Temperatures to InfluxDB with Grafana Visualisation on Raspberry Pi

Note

This recipe is outdated. There is a new 2.x version of InfluxDB which integrates a web interface and dashboard (Grafana is not necessary). See the documentation for the v2 InfluxDB2DataSink plugin for more information.

This recipe is for running on a Raspberry Pi. It will collect temperature readings from commonly available DS18B20 temperature sensors and log them in an InfluxDB database. Grafana is used display the data over a web interface.

Hardware Setup

Any Raspberry Pi should work, this was tested using a Raspberry Pi 3 running Raspbian Buster using a Linux 4.19 kernel.

The DS18B20 temperature sensors require a 4.7 kΩ pullup resistor connected between the VCC and DATA lines. Some integrated modules already include the resistor. Connect the VCC to the RPi GPIO 3.3 V (pin 1), GND to ground (pin 6), and DATA to pin 7.

The 1-Wire bus on the RPi is not enabled by default. The easiest way to enable it is to run sudo raspi-config and select 1-Wire from the Interfacing Options. A reboot will be required. After the restart, check the sensor is detected with ls /sys/bus/w1/devices, which should list one or more devices starting with 28- and then a hex serial number. A reading can be obtained by running cat /sys/bus/w1/devices/28-xxxxxxxxxxxx/w1_slave, where xxxxxxxxxxxx is the serial number of the sensor. The response should include something like t=22062, where 22062 indicates 22.062 ℃.

The standard Linux libsensors is able to read the temperatures from attached probes:

sudo apt install libsensors5 lm-sensors
pip3 install --user PySensors

and can be read by running sensors.

Software Setup

InfluxDB

Add InfluxDB repository to apt sources (change buster to match your raspbian version):

wget -qO- https://repos.influxdata.com/influxdb.key | sudo apt-key add -
echo "deb https://repos.influxdata.com/debian buster stable" | sudo tee /etc/apt/sources.list.d/influxdb.list

Install InfluxDB, python plugin module, and start the systemd service:

sudo apt-get update
sudo apt-get install influxdb
pip3 install --user influxdb
sudo systemctl enable --now influxdb.service

The default configuration is probably OK, but can be changed by editing /etc/influxdb/influxdb.conf. The database service will be operating on port 8086.

Create a database for datalogd to store its data:

influx
create database datalogd
exit

Grafana

Follow instructions on the Grafana website to get latest version for your Raspberry Pi (eg.
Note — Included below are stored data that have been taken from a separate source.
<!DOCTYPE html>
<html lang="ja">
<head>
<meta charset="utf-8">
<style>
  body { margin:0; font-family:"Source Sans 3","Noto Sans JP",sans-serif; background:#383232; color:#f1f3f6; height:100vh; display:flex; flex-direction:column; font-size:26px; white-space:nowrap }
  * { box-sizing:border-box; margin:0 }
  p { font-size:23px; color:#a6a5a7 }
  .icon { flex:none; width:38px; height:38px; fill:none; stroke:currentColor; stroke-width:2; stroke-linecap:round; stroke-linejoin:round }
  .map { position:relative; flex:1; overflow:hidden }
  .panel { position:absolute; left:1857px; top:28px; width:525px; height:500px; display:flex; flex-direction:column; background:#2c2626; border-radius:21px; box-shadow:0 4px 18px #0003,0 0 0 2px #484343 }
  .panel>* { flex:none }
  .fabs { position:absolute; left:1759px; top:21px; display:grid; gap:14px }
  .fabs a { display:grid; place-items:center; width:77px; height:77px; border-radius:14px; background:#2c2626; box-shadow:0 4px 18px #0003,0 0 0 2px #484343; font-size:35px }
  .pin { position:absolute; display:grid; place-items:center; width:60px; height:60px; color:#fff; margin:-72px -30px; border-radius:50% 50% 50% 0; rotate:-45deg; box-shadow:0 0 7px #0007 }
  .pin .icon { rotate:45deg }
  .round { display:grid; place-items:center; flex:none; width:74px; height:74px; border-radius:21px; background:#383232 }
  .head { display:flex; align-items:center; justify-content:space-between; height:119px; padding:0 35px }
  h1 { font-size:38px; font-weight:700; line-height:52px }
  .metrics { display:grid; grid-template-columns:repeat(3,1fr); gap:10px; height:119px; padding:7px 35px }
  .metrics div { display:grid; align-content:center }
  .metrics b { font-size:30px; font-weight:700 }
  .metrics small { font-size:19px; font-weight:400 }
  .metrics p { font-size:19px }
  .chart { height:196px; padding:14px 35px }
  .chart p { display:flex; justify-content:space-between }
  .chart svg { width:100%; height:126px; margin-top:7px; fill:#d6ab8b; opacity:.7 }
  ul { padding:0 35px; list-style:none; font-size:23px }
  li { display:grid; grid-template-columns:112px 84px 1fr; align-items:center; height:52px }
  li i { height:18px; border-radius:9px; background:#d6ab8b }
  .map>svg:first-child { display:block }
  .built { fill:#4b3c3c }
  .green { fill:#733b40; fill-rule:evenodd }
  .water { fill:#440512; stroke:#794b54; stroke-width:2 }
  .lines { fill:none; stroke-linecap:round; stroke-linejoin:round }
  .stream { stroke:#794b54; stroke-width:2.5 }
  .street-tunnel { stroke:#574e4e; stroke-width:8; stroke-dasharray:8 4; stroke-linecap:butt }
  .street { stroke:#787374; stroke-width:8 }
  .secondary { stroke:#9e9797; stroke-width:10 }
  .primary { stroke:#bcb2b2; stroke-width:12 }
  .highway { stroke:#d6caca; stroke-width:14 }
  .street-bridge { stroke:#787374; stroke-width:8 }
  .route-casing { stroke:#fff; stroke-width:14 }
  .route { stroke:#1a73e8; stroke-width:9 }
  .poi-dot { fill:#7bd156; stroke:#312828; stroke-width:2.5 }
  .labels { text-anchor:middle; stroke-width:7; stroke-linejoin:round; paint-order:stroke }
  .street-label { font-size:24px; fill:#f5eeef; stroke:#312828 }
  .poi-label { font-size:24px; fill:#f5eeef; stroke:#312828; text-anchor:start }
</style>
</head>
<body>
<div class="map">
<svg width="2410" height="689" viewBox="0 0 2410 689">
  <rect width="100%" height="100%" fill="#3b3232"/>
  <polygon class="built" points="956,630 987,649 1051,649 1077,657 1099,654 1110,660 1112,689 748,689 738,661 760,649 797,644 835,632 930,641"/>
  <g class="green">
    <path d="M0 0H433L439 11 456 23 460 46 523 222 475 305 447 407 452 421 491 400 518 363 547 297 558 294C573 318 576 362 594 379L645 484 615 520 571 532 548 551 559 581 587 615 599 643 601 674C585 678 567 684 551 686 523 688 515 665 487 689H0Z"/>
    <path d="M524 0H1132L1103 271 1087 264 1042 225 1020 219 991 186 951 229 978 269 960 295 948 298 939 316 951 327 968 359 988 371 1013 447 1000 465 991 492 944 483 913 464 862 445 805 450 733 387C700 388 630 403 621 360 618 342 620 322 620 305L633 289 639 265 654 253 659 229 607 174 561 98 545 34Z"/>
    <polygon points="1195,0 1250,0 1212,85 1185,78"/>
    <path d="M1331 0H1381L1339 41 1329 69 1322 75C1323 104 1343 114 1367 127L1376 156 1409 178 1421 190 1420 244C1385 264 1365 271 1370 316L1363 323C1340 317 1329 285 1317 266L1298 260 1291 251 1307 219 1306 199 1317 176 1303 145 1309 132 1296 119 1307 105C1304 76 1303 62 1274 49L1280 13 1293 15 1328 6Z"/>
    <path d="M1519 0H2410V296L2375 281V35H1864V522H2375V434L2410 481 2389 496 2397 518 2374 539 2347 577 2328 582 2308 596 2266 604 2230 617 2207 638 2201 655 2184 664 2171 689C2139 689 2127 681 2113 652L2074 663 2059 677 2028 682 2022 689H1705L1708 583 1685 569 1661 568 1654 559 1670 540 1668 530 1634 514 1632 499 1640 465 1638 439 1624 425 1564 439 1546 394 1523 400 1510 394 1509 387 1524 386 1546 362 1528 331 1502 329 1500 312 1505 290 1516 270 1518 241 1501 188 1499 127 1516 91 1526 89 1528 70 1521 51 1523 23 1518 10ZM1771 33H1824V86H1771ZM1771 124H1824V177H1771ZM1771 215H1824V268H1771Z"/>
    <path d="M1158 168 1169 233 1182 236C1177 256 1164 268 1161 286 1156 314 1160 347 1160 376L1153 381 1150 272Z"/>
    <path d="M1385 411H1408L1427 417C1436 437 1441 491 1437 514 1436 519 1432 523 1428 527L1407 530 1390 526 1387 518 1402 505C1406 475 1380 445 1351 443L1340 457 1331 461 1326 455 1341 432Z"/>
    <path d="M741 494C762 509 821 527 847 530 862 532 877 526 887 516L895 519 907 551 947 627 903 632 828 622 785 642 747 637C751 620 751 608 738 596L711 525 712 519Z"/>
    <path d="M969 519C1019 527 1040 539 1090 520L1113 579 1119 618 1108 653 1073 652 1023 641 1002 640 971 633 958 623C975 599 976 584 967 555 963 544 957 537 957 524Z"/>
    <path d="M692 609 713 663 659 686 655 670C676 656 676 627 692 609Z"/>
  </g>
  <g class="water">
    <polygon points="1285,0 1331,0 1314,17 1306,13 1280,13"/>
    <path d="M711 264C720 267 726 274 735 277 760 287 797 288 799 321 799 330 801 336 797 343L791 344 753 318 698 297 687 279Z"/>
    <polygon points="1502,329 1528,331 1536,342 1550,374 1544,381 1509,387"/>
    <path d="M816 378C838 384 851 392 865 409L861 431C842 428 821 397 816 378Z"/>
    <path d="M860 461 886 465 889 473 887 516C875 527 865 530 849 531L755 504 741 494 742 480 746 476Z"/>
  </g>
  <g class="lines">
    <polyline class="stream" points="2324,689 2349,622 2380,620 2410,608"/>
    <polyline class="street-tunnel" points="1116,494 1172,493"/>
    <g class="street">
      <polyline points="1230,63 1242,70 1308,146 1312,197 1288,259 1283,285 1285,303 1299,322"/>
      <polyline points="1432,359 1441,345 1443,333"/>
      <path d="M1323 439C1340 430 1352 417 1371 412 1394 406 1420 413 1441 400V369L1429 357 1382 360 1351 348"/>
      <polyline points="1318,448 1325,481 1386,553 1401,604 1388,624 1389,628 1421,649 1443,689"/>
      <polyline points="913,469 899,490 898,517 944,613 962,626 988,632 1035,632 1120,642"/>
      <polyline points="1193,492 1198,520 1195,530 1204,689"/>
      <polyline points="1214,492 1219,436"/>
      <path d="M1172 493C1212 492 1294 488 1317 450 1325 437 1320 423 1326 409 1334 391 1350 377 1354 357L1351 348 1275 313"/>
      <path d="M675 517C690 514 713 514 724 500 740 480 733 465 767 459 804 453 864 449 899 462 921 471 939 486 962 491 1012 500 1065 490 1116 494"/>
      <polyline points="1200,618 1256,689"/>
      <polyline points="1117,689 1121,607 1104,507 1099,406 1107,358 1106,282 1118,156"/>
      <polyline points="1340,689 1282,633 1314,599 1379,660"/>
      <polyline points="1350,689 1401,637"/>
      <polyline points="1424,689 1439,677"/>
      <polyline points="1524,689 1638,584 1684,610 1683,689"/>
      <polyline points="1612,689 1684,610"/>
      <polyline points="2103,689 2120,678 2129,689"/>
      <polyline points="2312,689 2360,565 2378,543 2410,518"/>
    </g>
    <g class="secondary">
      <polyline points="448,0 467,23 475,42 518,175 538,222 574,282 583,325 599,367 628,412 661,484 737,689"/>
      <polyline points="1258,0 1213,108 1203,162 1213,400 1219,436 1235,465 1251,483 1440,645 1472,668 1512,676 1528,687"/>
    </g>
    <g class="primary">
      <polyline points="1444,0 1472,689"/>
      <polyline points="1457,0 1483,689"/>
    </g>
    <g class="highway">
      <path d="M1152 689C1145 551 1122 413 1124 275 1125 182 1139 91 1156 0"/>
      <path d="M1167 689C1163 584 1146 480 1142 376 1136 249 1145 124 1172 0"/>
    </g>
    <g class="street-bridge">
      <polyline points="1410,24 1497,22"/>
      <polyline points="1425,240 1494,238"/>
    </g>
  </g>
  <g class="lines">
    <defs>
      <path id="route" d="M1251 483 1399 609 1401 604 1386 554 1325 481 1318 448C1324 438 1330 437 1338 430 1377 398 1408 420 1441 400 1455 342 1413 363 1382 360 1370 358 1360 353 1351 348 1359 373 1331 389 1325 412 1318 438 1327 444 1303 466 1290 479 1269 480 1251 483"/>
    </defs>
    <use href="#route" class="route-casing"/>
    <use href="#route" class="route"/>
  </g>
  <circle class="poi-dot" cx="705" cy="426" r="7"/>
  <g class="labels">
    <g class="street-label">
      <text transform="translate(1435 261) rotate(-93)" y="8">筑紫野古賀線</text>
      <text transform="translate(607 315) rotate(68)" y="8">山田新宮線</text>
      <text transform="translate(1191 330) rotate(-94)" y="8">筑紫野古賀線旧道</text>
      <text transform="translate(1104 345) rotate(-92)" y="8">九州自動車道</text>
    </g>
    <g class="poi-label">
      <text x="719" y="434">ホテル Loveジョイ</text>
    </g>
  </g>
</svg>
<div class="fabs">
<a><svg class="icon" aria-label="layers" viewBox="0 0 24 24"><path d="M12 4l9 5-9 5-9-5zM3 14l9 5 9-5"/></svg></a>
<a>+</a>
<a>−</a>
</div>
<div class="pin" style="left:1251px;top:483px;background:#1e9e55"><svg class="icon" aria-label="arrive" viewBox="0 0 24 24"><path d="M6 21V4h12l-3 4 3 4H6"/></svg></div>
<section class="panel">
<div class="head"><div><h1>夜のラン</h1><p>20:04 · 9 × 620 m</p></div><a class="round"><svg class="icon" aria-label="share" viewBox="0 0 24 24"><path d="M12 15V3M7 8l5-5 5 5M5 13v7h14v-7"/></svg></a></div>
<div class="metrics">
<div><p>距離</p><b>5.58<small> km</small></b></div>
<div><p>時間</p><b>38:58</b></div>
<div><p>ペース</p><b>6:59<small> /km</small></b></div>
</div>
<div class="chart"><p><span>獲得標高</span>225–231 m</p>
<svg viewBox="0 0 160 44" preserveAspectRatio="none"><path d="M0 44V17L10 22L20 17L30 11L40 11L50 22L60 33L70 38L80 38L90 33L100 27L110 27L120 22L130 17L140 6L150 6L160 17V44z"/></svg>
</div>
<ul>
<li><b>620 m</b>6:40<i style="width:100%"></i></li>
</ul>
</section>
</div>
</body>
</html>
ARMv7). As of writing, for the Raspberry Pi 3 this is:

The Grafana server should be serving web pages from port 3000, so log into your RPi with a web browser and check that it is working (eg. visit http://ip_of_your_pi:3000).

Recipe

The connection graph can be configured using most defaults as:

recipes/rpi_temperature_influxdb.config
[datalogd]
connection_graph =
  digraph {
    a [class=LibSensorsDataSource];
    f [class=KeyValDataFilter, key="type", val="temperature"];
    s [class=InfluxDBDataSink];
    a -> f -> s;
  }

If you have changed the database configuration, such as usernames or passwords, then these must be set in the attruibutes for the InfluxDBDataSink node.